If you have mixed feelings about 2016, then maybe you just aren’t in the right income bracket. While the past was another year of deepening wealth inequality for most of the U.S., the richest of the rich actually did very well. New data from Bloomberg suggests the world’s 200 richest people actually ended the year with $237 billion more than they had 12 months ago.
The biggest winner was Warren Buffett, who pocketed a cozy $11.8 billion over the course of the year. In other words, he made an average of $32 million a day. He wasn’t the only one. Bill Gates now has an estimated $91.5 billion, according to Bloomberg. To put that in perspective, in 2013 mic.com illustrated Gates’ wealth by pointing out it wouldn’t even be worth his time to pick up a $100 bill.

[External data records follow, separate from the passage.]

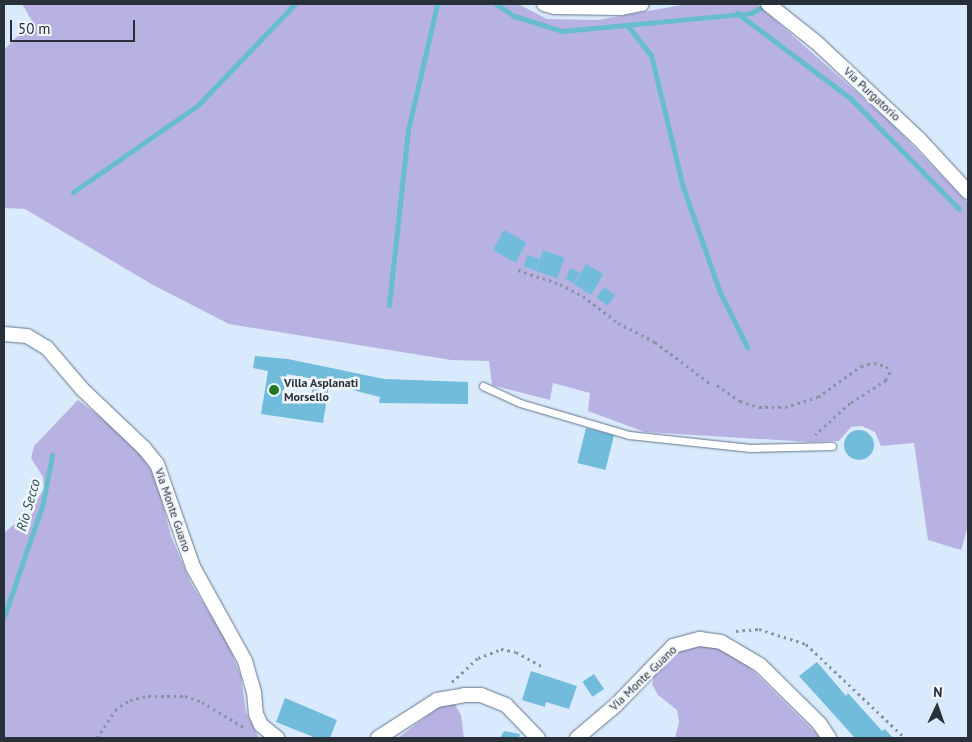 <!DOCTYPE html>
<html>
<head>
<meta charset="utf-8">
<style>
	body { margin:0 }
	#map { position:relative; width:972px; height:742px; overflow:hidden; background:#d9eafc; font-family:"PT Sans",sans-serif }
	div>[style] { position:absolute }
	.green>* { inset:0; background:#b8b2e3 }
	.stream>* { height:5px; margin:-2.5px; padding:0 2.5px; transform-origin:2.5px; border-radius:2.5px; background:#65bec9 }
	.building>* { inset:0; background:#71bbdb; transform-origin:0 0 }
	.round { border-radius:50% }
	.path>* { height:3px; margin-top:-1.5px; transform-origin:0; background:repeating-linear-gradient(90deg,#8793a1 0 2.5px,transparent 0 6.5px) }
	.roads { filter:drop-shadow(0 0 1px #63768a) drop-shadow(0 0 1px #63768a) }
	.lane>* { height:7px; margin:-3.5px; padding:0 3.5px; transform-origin:3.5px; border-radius:3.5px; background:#fff }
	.street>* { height:14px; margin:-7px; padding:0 7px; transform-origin:7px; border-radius:7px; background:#fff }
	.dots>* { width:14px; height:14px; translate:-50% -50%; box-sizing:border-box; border:2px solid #f1f6fa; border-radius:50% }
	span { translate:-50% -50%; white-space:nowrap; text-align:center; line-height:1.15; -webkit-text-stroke:5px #f1f6fa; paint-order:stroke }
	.street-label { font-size:12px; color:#283039 }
	.poi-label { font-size:12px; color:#283039; font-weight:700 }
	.left { translate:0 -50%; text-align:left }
	.water-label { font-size:14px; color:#244d52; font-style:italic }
	.frame { position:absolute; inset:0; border:5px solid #283039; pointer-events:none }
	.north { position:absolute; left:912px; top:682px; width:50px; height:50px; -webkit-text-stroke:4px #f1f6fa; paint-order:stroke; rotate:3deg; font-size:14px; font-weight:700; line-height:20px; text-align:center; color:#283039 }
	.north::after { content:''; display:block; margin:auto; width:18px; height:22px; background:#283039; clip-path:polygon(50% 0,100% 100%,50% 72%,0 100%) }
	.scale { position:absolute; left:10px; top:20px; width:125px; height:22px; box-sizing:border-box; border:2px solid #283039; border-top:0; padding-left:6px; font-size:15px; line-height:18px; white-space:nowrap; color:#283039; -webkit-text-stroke:4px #f1f6fa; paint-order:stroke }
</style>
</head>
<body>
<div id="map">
	<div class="green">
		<div style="clip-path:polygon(22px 4px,518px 4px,547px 19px,598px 20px,688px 4px,757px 4px,889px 121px,968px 203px,968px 526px,961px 550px,928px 540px,914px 443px,881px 446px,875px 432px,862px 426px,851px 427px,839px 441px,810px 442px,645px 432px,588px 411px,590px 393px,553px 383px,550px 400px,492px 385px,489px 361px,451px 360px,229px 324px,153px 285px,25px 209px,4px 208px,4px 50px,32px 21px)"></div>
		<div style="clip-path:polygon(78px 400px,116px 429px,137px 450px,156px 477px,171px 536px,191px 583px,227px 642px,241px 676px,246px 712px,259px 738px,4px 738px,4px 533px,30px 511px,44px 489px,43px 477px,31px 458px,34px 446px)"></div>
		<div style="clip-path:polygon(706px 642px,736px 654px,821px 738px,675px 738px,679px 722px,677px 710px,658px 695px,652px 684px,655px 672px,675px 650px)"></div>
		<div style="clip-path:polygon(453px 701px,461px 715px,464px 738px,398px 738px,444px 703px)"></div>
	</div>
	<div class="stream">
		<div style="left:496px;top:4px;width:22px;rotate:34deg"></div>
		<div style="left:514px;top:16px;width:50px;rotate:17.4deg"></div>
		<div style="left:562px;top:31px;width:190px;rotate:-5.4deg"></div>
		<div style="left:751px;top:13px;width:19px;rotate:-28deg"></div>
		<div style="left:737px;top:13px;width:143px;rotate:37deg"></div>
		<div style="left:851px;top:99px;width:154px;rotate:45.5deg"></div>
		<div style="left:628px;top:26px;width:37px;rotate:52deg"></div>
		<div style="left:651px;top:55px;width:136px;rotate:76.4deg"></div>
		<div style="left:683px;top:187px;width:109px;rotate:70.7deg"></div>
		<div style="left:719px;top:290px;width:64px;rotate:63.8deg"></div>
		<div style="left:73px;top:192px;width:152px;rotate:-34.8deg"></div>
		<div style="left:198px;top:105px;width:140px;rotate:-46.2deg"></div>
		<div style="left:389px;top:305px;width:176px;rotate:-83.8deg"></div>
		<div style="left:408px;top:130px;width:129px;rotate:-77deg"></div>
		<div style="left:4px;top:617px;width:120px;rotate:-71.1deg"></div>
		<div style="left:43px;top:503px;width:49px;rotate:-79.4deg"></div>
	</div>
	<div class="building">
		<div style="left:504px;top:230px;width:26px;height:23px;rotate:29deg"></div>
		<div style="left:543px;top:250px;width:23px;height:22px;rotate:20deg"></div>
		<div style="left:528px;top:255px;width:12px;height:12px;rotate:20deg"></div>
		<div style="left:586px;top:264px;width:20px;height:24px;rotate:30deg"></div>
		<div style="left:571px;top:268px;width:10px;height:12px;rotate:29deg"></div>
		<div style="left:604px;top:287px;width:14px;height:13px;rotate:36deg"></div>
		<div style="clip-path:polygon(evenodd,255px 356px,288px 359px,384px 379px,468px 382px,468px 404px,379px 403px,380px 397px,329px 384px,323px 423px,261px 414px,268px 371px,253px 368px,255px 356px,287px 374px,314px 379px,311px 398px,283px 394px,287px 374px)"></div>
		<div style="left:586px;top:428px;width:29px;height:36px;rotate:14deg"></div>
		<div class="round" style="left:844px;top:430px;width:30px;height:30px"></div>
		<div style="clip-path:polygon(817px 662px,846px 696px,848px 693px,882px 731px,885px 729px,893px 738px,855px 738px,799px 676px)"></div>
		<div style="clip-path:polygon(531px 671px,577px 686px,569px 709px,546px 702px,545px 707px,522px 700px)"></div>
		<div style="left:594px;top:674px;width:18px;height:14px;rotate:56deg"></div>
		<div style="clip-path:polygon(285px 698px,337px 720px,330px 738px,316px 738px,276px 722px)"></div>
		<div style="clip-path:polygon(504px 731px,520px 734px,519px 738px,500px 738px)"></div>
	</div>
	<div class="path">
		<div style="left:518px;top:270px;width:44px;rotate:18.4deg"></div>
		<div style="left:560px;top:284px;width:26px;rotate:28deg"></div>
		<div style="left:583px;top:296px;width:44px;rotate:37.6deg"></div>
		<div style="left:618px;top:323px;width:42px;rotate:27.2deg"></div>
		<div style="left:655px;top:342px;width:71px;rotate:37deg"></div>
		<div style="left:717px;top:385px;width:28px;rotate:35deg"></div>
		<div style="left:740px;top:401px;width:20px;rotate:18deg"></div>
		<div style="left:759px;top:407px;width:26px"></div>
		<div style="left:785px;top:407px;width:34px;rotate:-17deg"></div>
		<div style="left:818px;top:397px;width:53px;rotate:-35.8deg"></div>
		<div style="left:861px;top:366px;width:13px;rotate:-13deg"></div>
		<div style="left:874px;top:363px;width:12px;rotate:14deg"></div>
		<div style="left:886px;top:366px;width:7px;rotate:56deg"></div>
		<div style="left:890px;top:372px;width:9px;rotate:117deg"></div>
		<div style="left:886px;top:380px;width:43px;rotate:147.4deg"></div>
		<div style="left:850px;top:403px;width:47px;rotate:137.6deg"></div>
		<div style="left:736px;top:631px;width:23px;rotate:-5deg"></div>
		<div style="left:759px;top:629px;width:49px;rotate:17.7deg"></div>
		<div style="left:806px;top:644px;width:137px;rotate:43.5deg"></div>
		<div style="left:452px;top:682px;width:35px;rotate:-43deg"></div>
		<div style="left:478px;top:658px;width:25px;rotate:-21deg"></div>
		<div style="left:501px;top:649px;width:15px;rotate:11deg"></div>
		<div style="left:516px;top:652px;width:31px;rotate:29deg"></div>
		<div style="left:97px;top:738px;width:33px;rotate:-57deg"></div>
		<div style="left:115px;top:710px;width:18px;rotate:-34deg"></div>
		<div style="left:130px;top:700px;width:18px;rotate:-13deg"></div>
		<div style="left:148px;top:696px;width:37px"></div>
		<div style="left:185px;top:696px;width:18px;rotate:19deg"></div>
		<div style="left:202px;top:702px;width:50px;rotate:31.2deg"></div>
	</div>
	<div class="roads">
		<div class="lane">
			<div style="left:483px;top:386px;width:41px;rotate:24.7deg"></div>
			<div style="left:520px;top:403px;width:114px;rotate:16.4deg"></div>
			<div style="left:629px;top:435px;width:122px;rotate:6.1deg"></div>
			<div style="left:750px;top:448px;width:82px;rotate:-1.4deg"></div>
		</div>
		<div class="street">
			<div style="left:544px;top:4px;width:10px;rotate:17deg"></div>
			<div style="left:554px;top:7px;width:67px;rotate:0.9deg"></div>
			<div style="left:621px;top:8px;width:21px;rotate:-11deg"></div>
			<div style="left:768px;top:4px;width:61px;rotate:38.4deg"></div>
			<div style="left:816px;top:42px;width:141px;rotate:43.3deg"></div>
			<div style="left:919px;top:139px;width:72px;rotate:47.2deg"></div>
			<div style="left:4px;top:334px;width:23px;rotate:5deg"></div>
			<div style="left:27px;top:336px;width:23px;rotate:31deg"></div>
			<div style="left:47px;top:348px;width:54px;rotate:49.5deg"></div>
			<div style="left:82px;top:389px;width:86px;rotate:43.6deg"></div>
			<div style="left:144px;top:448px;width:21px;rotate:51deg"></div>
			<div style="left:157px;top:464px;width:109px;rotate:70.7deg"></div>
			<div style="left:193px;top:567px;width:107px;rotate:61deg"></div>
			<div style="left:245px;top:661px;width:32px;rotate:74deg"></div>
			<div style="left:254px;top:692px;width:22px;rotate:85deg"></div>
			<div style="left:256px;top:714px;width:12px;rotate:66deg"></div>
			<div style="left:261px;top:725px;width:21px;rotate:39deg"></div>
			<div style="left:378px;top:738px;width:70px;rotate:-32.8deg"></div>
			<div style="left:437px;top:700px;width:27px;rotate:-10deg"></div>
			<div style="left:464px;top:695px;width:17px"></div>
			<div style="left:481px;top:695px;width:27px;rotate:22deg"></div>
			<div style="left:506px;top:705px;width:46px;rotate:45.9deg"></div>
			<div style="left:577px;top:738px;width:51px;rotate:-40.2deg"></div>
			<div style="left:616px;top:705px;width:82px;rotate:-46deg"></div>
			<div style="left:673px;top:646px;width:28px;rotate:-15deg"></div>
			<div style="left:700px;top:639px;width:21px;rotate:8deg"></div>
			<div style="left:721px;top:642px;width:45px;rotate:30.5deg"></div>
			<div style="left:760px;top:665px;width:83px;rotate:44.5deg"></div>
			<div style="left:819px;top:723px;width:18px;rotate:56deg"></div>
		</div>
	</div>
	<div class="dots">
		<div style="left:274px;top:390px;background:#247823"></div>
	</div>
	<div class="street-label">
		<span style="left:872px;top:94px;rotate:43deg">Via Purgatorio</span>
		<span style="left:173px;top:510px;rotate:71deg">Via Monte Guano</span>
		<span style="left:643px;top:678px;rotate:-44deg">Via Monte Guano</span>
	</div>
	<div class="poi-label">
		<span class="left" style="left:284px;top:390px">Villa Asplanati<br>Morsello</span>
	</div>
	<div class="water-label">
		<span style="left:28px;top:505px;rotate:-74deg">Rio Secco</span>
	</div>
	<div class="frame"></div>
	<div class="north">N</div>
	<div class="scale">50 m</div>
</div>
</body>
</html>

“A six percent rate of return would earn Gates roughly $114.16 per second he is alive, making it a poor investment for Bill Gates to bother picking up a $100 bill if he dropped it,” they noted. That was when Gates was worth a humble $72 billion; he’s added almost $20 billion to his wealth since then.
Yet the fun doesn’t stop there. The year 2017 could be even better than 2016 for the super rich, according to Dr. Brian Klaas from the London School of Economics. Speaking to the UK’s Independent, Klass suggested the administration of Donald Trump will likely find common ground with congressional Republicans on issues like “supply-side tax cuts, deregulation, and an erosion of the social safety net.”
“All three of those approaches are great for business titans, but awful for the working class base that was integral to his electoral victory,” he said.
Meanwhile, for the rest of us …
Speaking of the rest of us, new data has confirmed 2016 was yet another year of widening inequality and wage stagnation.
The latest report from the US National Bureau of Economic Research in December found that the rich are earning three times more than they did in the 1980s. However, the bottom 50 percent of income earners haven’t seen a pre-tax pay rise in over four decades. “Income has boomed at the top: in 1980, the top one percent adults earned on average 27 times more than bottom 50 percent adults, while they earn 81 times more today,” the report stated.
As the report’s authors, Thomas Piketty, Emmanuel Saez and Gabriel Zucman explained, this level of wealth inequality is the kind of thing you’d expect to see in the poorest of the poor developing nations.
“To understand how unequal the United States is today … this ratio of one to 81 is similar to the gap between the average income in the United States and the average income in the world’s poorest countries, among them the war-torn Democratic Republic of Congo, Central African Republic and Burundi,” they wrote.
Yet it’s the youngest Americans that have been hit hardest. According to The Equal Opportunity Project, half a century ago, nine out of 10 American workers could expect to earn more over their lifetimes than their parents. Today, only half will. According to the data, this decline in generational wealth income has little to do with weak economic growth.
“Most of the decline is due to the more unequal distribution of economic growth in recent decades rather than the slowdown in GDP growth,” they explained.
The ticking time bomb
All this wealth inequality could threaten to tear apart the fabric of our society, according to Nobel Peace laureate Mohammed Yunus. In November, he warned rising inequality is creating tension, particularly at the bottom end of the economic spectrum.
“Wealth has become concentrated in just a few places in the world … it’s a ticking time bomb and a great danger to the world,” he said. Indeed, wealth inequality isn’t just a U.S. problem.
A 2016 Oxfam Study found that while the wealth of the richest 62 people in the world has increased by 44 percent since 2010, the poorest 3.5 billion people have lost 41 percent of their income over the same period. The Change Readiness Index from KPMG and Oxford Economics has repeatedly warned that wealth inequality is one of the biggest destabilizing forces in the world today. They’ve argued uneven economic development doesn’t reduce poverty as well as evenly distributed growth. Even the International Monetary Fund has admitted the long-standing policy dogma “trickle down economics” simply doesn’t work, with inequality potentially weakening an economy.
“Specifically, if the income share of the top 20 percent increases, then GDP growth actually declined over the medium term, suggesting that the benefits do not trickle down,” a group of IMF researchers concluded in a landmark study on inequality last year.
Yunus also argued the tension created by this wealth inequality can be exploited by “unscrupulous” politicians.“You don’t trust other people, so you build walls,” he said, alluding to Trump’s vow to build a wall along the US/Mexico border.
So what do you think? Is wealth inequality a social time bomb or should we just accept that we’ll always have rich and poor people?